| Task |
Please filter the listing below and copy out the lines that hold "scale".

| Given records |
━━━━━━

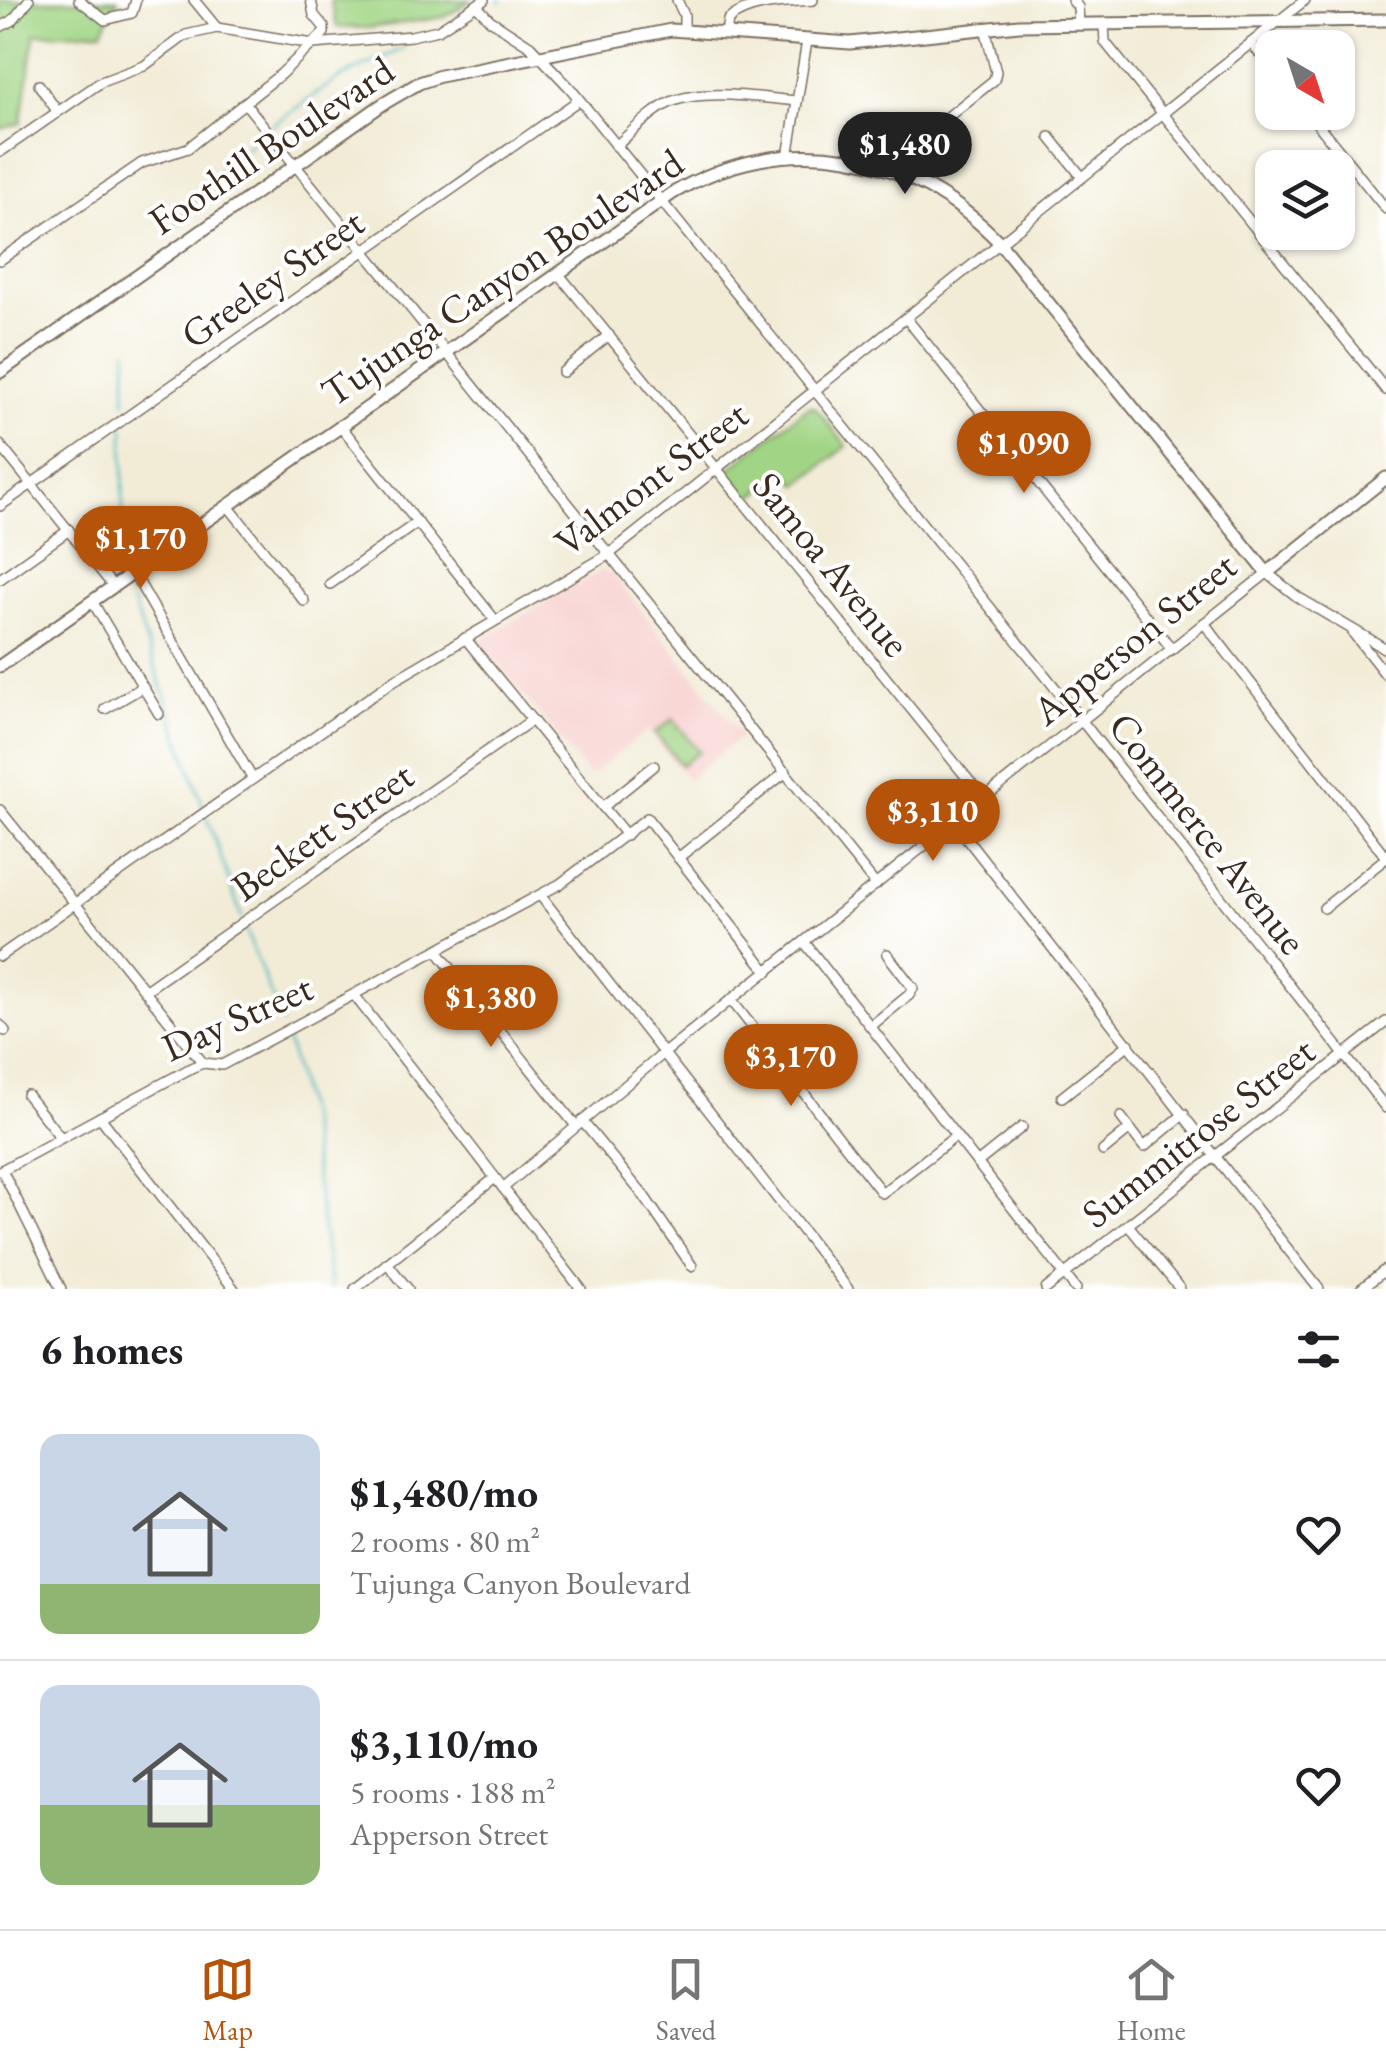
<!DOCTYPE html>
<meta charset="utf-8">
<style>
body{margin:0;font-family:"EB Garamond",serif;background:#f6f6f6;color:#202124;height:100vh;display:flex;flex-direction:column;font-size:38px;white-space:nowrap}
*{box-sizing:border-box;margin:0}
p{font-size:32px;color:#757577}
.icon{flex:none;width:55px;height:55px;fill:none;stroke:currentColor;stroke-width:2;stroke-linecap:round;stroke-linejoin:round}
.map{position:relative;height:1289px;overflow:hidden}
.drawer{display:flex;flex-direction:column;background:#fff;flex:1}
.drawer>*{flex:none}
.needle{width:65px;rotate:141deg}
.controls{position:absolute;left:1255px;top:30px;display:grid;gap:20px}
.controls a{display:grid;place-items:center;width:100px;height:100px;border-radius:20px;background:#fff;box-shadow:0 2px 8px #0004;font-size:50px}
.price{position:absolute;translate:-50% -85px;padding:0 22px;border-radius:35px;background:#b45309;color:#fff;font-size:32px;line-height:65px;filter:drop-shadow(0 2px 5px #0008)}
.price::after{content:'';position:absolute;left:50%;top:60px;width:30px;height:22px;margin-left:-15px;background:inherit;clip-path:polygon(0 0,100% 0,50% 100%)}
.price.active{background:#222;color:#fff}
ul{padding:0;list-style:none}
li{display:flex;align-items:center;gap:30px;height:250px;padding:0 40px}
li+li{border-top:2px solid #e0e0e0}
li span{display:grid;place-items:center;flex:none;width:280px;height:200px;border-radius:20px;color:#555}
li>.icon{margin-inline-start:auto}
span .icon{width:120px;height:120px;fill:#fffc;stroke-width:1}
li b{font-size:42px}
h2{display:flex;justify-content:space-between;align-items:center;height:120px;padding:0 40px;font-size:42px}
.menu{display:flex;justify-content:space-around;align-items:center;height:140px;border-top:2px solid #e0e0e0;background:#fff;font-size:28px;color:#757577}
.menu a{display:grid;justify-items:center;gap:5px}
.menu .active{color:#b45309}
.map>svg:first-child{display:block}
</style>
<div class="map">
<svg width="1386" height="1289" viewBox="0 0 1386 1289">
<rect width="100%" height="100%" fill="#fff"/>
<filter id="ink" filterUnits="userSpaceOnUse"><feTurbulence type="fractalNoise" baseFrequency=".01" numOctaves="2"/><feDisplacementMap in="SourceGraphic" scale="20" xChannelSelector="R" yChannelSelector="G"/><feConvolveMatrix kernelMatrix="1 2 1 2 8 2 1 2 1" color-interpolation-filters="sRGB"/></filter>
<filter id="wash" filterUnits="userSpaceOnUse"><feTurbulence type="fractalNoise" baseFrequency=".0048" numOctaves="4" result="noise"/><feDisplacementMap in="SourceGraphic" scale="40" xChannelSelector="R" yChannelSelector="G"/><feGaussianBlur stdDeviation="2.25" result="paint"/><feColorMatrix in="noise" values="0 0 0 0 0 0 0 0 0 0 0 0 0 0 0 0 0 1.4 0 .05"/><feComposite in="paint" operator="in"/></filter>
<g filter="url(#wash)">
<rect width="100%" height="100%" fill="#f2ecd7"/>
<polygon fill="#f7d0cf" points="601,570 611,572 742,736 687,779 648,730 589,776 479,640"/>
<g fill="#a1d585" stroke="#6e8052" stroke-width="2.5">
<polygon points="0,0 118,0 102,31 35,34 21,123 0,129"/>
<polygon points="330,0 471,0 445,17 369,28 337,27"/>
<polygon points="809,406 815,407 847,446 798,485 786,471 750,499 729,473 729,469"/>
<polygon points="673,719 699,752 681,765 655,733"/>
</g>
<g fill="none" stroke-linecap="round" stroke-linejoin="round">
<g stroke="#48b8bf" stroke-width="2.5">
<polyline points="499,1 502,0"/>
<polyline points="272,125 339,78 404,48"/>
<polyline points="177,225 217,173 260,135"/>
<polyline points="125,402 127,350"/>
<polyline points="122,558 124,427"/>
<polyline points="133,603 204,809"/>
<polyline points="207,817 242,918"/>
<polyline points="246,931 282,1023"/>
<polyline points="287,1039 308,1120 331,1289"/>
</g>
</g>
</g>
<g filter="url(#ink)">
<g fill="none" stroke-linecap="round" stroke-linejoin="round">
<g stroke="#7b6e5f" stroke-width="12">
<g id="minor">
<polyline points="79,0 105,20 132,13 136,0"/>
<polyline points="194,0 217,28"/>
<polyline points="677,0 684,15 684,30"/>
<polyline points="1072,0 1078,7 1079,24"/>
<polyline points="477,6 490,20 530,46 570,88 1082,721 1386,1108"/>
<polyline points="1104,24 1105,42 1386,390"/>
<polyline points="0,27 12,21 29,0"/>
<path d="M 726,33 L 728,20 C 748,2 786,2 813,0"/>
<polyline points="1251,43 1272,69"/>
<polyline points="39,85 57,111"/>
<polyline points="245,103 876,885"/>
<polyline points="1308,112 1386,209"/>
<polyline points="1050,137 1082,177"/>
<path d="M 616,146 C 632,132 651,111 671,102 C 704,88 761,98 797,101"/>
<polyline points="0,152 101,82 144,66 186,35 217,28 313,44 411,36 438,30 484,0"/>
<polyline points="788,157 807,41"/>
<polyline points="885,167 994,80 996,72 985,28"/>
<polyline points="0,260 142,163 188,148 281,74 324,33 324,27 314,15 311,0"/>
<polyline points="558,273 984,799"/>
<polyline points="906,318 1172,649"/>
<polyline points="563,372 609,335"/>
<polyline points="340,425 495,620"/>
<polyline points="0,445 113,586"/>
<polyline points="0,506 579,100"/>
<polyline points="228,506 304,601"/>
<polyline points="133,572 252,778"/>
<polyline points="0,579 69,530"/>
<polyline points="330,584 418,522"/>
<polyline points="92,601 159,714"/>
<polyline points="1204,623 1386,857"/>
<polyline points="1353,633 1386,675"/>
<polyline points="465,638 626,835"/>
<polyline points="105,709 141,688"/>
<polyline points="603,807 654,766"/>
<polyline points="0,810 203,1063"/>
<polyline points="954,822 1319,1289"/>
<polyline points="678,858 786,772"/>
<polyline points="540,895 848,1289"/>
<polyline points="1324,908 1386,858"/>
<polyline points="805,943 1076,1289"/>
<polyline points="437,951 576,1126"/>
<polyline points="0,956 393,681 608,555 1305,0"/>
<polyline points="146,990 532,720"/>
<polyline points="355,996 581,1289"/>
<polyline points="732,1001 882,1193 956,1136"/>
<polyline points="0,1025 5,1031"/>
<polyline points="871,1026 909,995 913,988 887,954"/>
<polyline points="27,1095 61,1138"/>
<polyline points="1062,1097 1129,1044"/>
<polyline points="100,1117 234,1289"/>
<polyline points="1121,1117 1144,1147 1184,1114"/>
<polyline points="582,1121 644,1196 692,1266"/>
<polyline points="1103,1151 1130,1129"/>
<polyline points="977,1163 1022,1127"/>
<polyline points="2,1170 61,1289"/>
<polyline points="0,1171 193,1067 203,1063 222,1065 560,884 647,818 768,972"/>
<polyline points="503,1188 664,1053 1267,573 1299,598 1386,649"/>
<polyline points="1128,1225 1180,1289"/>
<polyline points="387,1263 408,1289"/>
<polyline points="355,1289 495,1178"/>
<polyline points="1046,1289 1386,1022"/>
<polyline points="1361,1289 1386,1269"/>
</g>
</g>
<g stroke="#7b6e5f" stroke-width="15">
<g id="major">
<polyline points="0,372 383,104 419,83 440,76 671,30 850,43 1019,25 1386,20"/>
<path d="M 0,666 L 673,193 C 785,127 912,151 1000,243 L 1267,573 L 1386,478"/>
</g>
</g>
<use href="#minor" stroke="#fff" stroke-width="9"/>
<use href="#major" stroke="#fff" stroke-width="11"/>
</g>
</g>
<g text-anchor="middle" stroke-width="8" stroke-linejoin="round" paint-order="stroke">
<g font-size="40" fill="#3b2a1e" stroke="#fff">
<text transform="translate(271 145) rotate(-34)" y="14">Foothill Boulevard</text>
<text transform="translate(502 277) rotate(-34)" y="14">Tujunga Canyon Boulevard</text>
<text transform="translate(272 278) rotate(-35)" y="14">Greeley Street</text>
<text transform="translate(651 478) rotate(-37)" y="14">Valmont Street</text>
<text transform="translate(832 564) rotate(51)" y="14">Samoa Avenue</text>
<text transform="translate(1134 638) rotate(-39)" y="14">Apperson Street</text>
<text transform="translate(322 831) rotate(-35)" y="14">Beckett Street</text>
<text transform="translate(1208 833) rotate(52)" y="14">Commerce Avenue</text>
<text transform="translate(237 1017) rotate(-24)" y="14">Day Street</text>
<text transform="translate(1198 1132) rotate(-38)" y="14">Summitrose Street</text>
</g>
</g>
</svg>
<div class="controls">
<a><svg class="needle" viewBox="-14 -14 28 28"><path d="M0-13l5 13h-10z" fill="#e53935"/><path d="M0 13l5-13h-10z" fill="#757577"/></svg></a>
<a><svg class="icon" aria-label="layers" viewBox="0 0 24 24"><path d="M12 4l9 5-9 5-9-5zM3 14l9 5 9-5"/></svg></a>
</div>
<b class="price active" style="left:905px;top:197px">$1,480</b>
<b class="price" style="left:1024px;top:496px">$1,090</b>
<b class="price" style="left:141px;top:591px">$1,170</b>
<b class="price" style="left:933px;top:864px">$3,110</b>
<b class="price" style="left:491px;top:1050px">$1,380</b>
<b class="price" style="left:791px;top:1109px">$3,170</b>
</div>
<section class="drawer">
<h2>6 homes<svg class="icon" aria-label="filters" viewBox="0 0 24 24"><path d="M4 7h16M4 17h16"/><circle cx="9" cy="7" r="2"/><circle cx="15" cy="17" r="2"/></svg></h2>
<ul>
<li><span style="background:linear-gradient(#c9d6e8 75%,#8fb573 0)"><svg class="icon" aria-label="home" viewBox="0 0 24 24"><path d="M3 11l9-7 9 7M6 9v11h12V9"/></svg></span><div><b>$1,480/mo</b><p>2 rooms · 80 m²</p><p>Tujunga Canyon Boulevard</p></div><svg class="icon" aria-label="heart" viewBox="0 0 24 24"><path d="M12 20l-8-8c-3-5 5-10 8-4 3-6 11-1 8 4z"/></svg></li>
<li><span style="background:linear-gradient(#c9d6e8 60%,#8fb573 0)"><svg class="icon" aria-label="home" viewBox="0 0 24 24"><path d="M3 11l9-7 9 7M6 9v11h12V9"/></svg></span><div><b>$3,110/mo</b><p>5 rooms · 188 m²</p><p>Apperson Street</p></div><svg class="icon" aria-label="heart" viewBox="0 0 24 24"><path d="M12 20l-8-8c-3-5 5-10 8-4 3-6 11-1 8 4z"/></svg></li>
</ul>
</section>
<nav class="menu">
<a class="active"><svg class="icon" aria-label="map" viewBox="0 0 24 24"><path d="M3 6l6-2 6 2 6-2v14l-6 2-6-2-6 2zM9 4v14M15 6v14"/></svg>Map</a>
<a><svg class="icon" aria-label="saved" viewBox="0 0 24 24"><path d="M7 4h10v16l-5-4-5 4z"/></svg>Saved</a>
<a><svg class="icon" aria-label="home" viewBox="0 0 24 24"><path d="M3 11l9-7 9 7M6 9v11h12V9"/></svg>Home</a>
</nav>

━━━━━━

| Task response |
<filter id="ink" filterUnits="userSpaceOnUse"><feTurbulence type="fractalNoise" baseFrequency=".01" numOctaves="2"/><feDisplacementMap in="SourceGraphic" scale="20" xChannelSelector="R" yChannelSelector="G"/><feConvolveMatrix kernelMatrix="1 2 1 2 8 2 1 2 1" color-interpolation-filters="sRGB"/></filter>
<filter id="wash" filterUnits="userSpaceOnUse"><feTurbulence type="fractalNoise" baseFrequency=".0048" numOctaves="4" result="noise"/><feDisplacementMap in="SourceGraphic" scale="40" xChannelSelector="R" yChannelSelector="G"/><feGaussianBlur stdDeviation="2.25" result="paint"/><feColorMatrix in="noise" values="0 0 0 0 0 0 0 0 0 0 0 0 0 0 0 0 0 1.4 0 .05"/><feComposite in="paint" operator="in"/></filter>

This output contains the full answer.